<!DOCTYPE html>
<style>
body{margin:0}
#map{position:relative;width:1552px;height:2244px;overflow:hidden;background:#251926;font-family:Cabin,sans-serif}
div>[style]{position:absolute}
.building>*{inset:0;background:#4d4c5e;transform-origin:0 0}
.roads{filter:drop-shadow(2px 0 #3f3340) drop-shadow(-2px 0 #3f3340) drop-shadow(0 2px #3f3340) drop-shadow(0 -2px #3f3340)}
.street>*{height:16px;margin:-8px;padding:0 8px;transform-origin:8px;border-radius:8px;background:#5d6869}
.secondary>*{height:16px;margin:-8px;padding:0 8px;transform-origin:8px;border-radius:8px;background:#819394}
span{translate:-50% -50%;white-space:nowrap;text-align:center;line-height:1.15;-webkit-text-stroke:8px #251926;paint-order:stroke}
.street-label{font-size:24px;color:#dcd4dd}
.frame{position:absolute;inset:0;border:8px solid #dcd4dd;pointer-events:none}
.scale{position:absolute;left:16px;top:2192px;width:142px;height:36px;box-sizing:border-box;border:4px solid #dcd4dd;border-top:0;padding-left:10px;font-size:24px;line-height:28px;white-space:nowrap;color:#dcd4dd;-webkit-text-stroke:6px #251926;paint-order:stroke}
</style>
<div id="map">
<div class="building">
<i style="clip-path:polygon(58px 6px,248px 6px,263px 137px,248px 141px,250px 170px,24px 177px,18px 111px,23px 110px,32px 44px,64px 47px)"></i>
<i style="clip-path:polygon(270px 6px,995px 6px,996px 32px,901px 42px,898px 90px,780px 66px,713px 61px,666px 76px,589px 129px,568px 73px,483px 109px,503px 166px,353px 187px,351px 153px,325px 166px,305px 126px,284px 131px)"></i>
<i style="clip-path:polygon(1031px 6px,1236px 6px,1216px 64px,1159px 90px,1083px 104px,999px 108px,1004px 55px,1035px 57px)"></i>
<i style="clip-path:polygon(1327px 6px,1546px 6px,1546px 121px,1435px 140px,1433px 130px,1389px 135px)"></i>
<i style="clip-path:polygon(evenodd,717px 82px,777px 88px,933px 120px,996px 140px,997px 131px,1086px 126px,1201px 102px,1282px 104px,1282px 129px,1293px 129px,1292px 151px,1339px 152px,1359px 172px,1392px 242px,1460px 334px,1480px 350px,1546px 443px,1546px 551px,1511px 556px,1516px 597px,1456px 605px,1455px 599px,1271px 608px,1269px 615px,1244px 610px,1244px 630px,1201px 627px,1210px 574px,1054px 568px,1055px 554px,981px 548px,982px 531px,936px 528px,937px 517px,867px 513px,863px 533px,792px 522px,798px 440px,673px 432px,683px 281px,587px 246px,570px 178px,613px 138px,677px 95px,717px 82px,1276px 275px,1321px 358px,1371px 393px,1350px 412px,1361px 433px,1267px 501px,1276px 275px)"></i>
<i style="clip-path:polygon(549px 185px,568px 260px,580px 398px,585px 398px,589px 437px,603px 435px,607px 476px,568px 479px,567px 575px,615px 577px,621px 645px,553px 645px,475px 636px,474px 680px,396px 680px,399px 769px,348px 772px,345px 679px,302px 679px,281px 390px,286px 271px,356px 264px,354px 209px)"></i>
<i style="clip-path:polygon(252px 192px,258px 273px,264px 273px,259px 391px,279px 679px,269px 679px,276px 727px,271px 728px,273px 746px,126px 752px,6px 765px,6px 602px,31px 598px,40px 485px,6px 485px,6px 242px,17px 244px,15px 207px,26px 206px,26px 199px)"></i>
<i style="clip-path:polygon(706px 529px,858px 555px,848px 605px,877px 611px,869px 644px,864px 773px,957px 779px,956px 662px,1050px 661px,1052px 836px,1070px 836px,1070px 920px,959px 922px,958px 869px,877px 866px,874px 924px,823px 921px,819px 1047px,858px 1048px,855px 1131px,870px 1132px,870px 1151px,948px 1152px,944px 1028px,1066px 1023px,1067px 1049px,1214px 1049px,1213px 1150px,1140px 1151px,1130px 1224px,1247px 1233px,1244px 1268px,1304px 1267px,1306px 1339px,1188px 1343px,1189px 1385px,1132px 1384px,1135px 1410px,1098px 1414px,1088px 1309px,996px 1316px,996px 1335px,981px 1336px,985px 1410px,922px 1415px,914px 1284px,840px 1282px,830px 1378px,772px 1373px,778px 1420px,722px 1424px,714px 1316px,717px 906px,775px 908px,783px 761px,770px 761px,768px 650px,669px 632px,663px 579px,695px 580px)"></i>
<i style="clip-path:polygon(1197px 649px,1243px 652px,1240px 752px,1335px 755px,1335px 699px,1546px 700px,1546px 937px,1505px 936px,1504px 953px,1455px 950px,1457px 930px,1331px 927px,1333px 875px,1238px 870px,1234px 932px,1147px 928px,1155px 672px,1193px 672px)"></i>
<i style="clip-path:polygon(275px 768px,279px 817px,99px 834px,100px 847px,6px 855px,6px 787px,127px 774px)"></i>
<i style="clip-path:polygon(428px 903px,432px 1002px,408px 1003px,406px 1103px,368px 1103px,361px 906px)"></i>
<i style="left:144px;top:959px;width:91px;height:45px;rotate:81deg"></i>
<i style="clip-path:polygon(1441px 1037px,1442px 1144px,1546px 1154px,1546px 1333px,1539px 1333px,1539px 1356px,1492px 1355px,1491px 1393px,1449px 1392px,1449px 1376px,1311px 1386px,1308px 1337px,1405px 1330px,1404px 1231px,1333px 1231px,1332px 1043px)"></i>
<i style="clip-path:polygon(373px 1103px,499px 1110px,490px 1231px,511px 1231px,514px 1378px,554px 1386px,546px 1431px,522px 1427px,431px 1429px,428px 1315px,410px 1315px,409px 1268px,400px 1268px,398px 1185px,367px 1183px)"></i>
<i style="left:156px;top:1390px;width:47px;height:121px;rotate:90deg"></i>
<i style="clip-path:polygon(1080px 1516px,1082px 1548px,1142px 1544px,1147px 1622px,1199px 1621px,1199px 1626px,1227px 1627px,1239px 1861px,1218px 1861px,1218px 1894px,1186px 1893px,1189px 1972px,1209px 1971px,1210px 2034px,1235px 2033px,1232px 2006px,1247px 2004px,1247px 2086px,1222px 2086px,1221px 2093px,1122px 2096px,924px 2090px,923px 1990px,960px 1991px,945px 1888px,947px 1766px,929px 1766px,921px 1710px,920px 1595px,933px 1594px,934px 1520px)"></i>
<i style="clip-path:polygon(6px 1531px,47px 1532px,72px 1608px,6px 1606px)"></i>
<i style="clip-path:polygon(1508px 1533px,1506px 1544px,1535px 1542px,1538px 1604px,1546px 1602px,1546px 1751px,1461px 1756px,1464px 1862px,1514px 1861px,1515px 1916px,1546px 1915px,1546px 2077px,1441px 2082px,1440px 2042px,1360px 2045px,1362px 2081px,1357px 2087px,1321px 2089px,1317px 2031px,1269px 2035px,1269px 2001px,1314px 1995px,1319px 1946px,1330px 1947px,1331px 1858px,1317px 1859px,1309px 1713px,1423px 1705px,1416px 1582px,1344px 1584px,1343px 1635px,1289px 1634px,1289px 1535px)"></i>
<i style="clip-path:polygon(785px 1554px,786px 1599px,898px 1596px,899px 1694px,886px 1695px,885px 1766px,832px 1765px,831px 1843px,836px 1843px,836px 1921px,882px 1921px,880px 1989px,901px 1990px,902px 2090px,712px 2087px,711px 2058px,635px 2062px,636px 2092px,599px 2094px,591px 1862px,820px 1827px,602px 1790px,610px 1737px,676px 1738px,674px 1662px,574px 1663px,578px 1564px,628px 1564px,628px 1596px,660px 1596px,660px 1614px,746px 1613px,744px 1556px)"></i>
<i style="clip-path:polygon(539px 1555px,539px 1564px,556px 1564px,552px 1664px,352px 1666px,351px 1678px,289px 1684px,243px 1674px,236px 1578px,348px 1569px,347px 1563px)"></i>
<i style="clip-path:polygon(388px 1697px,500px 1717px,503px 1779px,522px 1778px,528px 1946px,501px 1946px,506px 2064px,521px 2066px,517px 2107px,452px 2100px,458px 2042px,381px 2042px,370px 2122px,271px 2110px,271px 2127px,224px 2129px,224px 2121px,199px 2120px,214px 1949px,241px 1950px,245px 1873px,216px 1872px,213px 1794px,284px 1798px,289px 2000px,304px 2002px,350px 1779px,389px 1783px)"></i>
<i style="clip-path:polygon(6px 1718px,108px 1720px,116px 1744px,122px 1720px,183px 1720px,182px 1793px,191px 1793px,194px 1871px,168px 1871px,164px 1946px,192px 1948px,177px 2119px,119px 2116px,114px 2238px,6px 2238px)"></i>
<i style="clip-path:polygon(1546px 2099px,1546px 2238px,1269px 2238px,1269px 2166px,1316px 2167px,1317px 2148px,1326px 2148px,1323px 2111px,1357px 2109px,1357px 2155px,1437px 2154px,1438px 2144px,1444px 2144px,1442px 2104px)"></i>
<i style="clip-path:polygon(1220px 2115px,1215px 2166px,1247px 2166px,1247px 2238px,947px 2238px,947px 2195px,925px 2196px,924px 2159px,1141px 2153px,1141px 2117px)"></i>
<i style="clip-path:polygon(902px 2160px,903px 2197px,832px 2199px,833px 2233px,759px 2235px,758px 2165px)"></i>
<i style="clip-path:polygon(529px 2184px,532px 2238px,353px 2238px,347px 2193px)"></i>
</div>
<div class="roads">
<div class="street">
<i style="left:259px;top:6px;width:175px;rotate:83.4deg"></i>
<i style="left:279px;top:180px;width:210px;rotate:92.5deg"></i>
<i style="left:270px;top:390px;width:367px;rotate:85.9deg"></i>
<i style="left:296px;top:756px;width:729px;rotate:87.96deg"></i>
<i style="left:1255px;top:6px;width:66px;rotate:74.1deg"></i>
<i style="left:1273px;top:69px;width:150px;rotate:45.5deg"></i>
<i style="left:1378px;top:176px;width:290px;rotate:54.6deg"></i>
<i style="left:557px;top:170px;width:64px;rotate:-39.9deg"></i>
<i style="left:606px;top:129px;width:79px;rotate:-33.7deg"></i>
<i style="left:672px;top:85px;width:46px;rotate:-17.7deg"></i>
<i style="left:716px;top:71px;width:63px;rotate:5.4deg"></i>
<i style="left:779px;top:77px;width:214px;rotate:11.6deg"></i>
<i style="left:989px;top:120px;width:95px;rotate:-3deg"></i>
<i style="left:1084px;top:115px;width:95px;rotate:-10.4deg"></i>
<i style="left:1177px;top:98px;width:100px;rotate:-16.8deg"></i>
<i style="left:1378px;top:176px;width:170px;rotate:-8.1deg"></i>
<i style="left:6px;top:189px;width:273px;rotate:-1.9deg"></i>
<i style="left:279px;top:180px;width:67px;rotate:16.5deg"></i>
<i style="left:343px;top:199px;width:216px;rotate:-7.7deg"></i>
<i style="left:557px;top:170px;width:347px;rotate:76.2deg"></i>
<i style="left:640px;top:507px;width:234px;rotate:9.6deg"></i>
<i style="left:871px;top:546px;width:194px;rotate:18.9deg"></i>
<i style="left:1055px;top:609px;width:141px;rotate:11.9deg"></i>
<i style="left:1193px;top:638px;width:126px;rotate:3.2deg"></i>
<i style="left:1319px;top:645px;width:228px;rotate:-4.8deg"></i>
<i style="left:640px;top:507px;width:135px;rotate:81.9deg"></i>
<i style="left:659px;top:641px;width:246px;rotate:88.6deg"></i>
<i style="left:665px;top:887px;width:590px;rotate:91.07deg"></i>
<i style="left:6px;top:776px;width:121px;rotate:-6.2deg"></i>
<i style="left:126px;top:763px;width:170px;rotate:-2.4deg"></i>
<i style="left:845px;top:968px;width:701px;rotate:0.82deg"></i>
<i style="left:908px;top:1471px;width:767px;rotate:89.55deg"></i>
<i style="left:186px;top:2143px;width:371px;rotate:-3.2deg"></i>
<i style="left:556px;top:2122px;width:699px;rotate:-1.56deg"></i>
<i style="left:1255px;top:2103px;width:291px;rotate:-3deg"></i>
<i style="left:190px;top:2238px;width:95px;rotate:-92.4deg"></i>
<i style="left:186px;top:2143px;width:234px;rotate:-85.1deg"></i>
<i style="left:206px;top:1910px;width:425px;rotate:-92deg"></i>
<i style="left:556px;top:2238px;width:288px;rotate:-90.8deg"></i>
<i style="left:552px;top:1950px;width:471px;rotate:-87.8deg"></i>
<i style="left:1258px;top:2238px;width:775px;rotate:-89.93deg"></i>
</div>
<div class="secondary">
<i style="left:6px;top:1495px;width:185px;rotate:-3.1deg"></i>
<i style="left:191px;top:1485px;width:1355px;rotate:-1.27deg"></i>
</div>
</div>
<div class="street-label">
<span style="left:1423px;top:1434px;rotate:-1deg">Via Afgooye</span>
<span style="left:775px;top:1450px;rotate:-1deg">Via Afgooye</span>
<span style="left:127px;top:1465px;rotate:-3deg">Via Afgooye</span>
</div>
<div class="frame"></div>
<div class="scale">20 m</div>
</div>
###
Task brief
Write out only the lines from the very start of the entries above to the line that includes "0 #3f3340) drop-shadow(-2px", both ends included, each one unchanged.

Reply to the exercise
<!DOCTYPE html>
<style>
body{margin:0}
#map{position:relative;width:1552px;height:2244px;overflow:hidden;background:#251926;font-family:Cabin,sans-serif}
div>[style]{position:absolute}
.building>*{inset:0;background:#4d4c5e;transform-origin:0 0}
.roads{filter:drop-shadow(2px 0 #3f3340) drop-shadow(-2px 0 #3f3340) drop-shadow(0 2px #3f3340) drop-shadow(0 -2px #3f3340)}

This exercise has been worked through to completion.